Inter president Steven Zhang is torn on what to do when it comes to selling the Nerazzurri, according to an Italian media report today.

As per Corriere dello Sport’s print edition, Zhang must decide whether to sell the majority of the club immediately or a recruit a new minority shareholder to replace LionRock Capital.

Zhang would be very keen to leave Inter after winning the Scudetto in order to go down in the club’s history, while it would also be a good way to leave Italian football after having invested so much throughout Suning’s time in charge.

Whether the sale of a minority stake is feasible remains to be seen, but it is certainly not something that BC Partners are interested in, with the British-based firm – who reportedly submitted a final offer to Suning for Inter last night – insistent that they want a majority stake.

Due to their many impending financial deadlines, Inter’s current corporate issues will have to be resolved shortly, one way or another.

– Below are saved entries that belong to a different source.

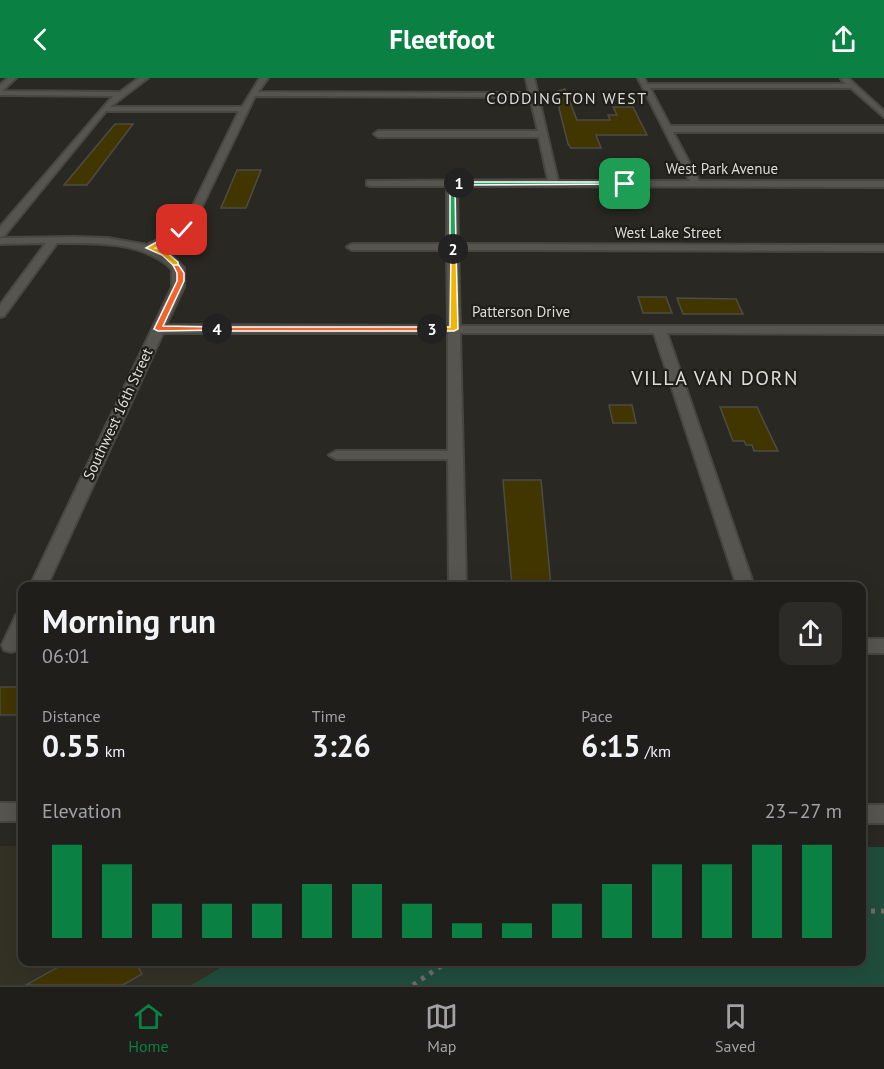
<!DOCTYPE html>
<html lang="en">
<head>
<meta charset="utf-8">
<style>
  :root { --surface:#1f1e1a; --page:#2c2b27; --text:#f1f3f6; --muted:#a1a2a2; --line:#3c3c39; --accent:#0b8043 }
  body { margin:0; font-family:"PT Sans",sans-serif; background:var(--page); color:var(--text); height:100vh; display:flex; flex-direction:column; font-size:22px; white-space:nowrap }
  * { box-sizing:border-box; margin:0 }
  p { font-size:20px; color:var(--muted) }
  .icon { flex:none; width:33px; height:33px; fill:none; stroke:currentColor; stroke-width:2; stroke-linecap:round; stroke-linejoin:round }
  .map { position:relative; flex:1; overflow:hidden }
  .drawer { position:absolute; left:18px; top:504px; width:848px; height:384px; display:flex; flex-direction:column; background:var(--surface); border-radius:12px; box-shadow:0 6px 24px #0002,0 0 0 2px var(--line) }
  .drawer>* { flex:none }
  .pin { position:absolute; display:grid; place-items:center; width:51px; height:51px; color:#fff; margin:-26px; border-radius:12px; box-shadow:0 3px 9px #0006 }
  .km { position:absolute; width:30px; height:30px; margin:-15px; border-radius:50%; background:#222; color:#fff; font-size:16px; line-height:30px; text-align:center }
  .round { display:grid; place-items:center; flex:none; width:63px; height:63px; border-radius:12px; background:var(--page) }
  .summary { display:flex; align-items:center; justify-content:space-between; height:102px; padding:0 24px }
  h1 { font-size:33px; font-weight:800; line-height:45px }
  .figures { display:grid; grid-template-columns:repeat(3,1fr); gap:9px; height:102px; padding:6px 24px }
  .figures div { display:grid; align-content:center }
  .figures b { font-size:30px; font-weight:800 }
  .figures small { font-size:16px; font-weight:400 }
  .figures p { font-size:16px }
  .chart { height:168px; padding:12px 24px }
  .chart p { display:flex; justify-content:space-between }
  .chart svg { width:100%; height:108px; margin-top:6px; stroke:var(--accent); stroke-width:6 }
  header { display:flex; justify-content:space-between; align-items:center; height:78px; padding:0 24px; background:var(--accent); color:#fff; font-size:27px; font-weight:800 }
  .menu { display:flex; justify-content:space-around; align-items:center; height:84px; border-top:2px solid var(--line); background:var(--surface); font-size:16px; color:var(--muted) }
  .menu a { display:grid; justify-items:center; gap:3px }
  .menu .active { color:var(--accent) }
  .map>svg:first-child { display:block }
</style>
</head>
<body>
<header><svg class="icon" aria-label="back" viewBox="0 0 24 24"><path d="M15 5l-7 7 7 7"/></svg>Fleetfoot<svg class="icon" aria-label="share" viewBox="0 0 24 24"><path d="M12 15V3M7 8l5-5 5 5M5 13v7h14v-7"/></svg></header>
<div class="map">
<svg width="884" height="907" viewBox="0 0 884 907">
  <rect width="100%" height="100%" fill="#292822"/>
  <polygon fill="#343125" points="0,768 22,768 22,884 229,884 191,907 0,907"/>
  <polygon fill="#204d3b" points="861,769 884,769 884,907 191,907 230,884 861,884"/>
  <g fill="#423600" stroke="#4c4b45" stroke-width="1.5">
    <polygon points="565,11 577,42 610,42 608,37 617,37 613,29 633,29 647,57 596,57 601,70 571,70 568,66 555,14"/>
    <polygon points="115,46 133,46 87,107 64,107"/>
    <polygon points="237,92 261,92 246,130 221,130"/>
    <polygon points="638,219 666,219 672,235 643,235"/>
    <polygon points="677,220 736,221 743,236 683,236"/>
    <polygon points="609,327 632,327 636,345 613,345"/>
    <polygon points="720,329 757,329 778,373 754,373 752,367 746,367 744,363 733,363"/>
    <polygon points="503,402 541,402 551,508 512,508"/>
    <rect x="0" y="609" width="22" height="28"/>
    <polygon points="67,884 136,884 142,896 123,907 26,907"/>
  </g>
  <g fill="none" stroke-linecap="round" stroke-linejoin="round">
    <defs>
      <g id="minor">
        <path d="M8,0H16L2,13L120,14L139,0H148L110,29H242L260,0H268L258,14L529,15L526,0H534L558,103H690L638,0H644L647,6H846L841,1L848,0L884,33V39L851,10H650L670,48H884V54H673L699,103H884V109L457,108L458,166L884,167V173L458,172L460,248H884V256L667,255L754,508H737L654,255H460L466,508H449L448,381H336L329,377L336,373H448V255H163L47,508H30L172,209V191C143,163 96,165 57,165L4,238L0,239V227L46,165L0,166V160L75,159L108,160L147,167L172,155L185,144L239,33H106L4,158L0,159V149L113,18L0,17V7ZM255,18L530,19L538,53H378L374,56L378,59H539L548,102L367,103V107L370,108H447V166H352L347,169L352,172H447L448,248L166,247L184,209V190L168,174L157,170L180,159L194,145Z"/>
        <path d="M22,535C23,547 24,560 18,572L11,574L4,572L2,567L16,537Z"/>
        <rect x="861" y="561" width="23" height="14"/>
      </g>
      <g id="secondary">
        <rect x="0" y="725" width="22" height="18"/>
        <rect x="861" y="727" width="23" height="18"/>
      </g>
    </defs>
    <use href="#minor" stroke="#474641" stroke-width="4"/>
    <use href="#secondary" stroke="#474641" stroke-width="4"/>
    <g stroke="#6e6d68" stroke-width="5" stroke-dasharray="4 6" stroke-linecap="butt">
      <polyline points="861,833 884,833"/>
      <polyline points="413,907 447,884"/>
    </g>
    <use href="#minor" fill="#56554f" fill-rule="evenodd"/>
    <use href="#secondary" fill="#56554f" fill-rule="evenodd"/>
  </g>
  <polygon fill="#22a559" stroke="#fff" stroke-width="1.5" points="459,104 625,104 628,106 457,107"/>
  <polygon fill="#22a559" stroke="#fff" stroke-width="1.5" points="450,104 462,105 455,107 456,171 453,173 450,171"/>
  <polygon fill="#f5b400" stroke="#fff" stroke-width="1.5" points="451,169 456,171 458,251 454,253 432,253 430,249 450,249"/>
  <polygon fill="#f0652b" stroke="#fff" stroke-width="1.5" points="214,249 432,249 436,251 432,253 217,253"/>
  <polygon fill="#f0652b" stroke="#fff" stroke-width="1.5" points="176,183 184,195 184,203 163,248 217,249 220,252 158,253 154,251 177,203 177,195 172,185"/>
  <polygon fill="#f5b400" stroke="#fff" stroke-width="1.5" points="180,151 185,152 155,170 166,174 178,184 178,187 173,187 162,177 146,170"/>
  <g text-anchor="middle" stroke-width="4.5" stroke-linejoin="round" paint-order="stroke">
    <g font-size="15" fill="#dddcd9" stroke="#1f1e19">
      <text x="722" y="96">West Park Avenue</text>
      <text x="668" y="160">West Lake Street</text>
      <text x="521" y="239">Patterson Drive</text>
      <text transform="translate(118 336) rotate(-65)" y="5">Southwest 16th Street</text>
    </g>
    <g font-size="16" letter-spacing="1.5" fill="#dddcd9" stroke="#1f1e19">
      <text x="567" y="26">CODDINGTON WEST</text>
    </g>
    <g font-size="20" letter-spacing="1.5" fill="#dddcd9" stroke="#1f1e19">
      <text x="715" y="307">VILLA VAN DORN</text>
    </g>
  </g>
</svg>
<div class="pin" style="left:625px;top:106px;background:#1e9e55"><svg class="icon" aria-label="arrive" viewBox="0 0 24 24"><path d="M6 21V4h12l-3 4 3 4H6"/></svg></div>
<div class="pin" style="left:182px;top:152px;background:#d93025"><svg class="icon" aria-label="check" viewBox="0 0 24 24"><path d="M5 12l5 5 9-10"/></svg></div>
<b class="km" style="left:459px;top:105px">1</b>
<b class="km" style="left:453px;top:171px">2</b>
<b class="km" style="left:432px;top:251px">3</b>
<b class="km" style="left:217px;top:251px">4</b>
<section class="drawer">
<div class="summary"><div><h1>Morning run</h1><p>06:01</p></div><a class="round"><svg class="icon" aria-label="share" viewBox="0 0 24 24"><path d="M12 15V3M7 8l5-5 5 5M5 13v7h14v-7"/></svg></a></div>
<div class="figures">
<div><p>Distance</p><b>0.55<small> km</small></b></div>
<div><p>Time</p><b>3:26</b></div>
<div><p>Pace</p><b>6:15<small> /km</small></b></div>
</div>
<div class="chart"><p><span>Elevation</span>23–27 m</p>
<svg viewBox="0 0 160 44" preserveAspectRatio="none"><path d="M5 44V6M15 44V14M25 44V30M35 44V30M45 44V30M55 44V22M65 44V22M75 44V30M85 44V38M95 44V38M105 44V30M115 44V22M125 44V14M135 44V14M145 44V6M155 44V6"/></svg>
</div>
</section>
</div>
<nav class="menu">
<a class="active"><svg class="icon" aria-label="home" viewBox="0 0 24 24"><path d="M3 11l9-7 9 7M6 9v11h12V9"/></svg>Home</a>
<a><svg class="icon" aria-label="map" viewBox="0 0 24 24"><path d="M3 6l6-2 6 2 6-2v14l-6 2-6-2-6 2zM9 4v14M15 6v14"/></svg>Map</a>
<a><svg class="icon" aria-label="saved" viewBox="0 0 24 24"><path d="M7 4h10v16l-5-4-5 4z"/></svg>Saved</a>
</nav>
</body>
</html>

Earlier this week, Suning leaked that they had stopped talks with BC Partners, but the Rome-based publication suggested this could be a ploy to get BC Partners to speed up negotiations and increase their offer.

However, it could also be because Suning have an ace up their sleeve, in the form of another interested party who has already carried out due diligence prior to BC Partners.

The consortium formed by Fortress and Mubadala is described as not being a concrete prospect yet, while Arctos Sports Partners – who could enter Inter with Ares Management and Temasek – and EQT have all also been linked with potential investment in Inter.

If a fund wished to complete due diligence starting now, it would take until at least mid-March, which might be too late for Suning to meet all their economic requirements.

The report from CdS goes on to explain that it is also difficult to imagine a supporters consortium such as Interspac getting involved at Inter, because Suning intend to go in another direction.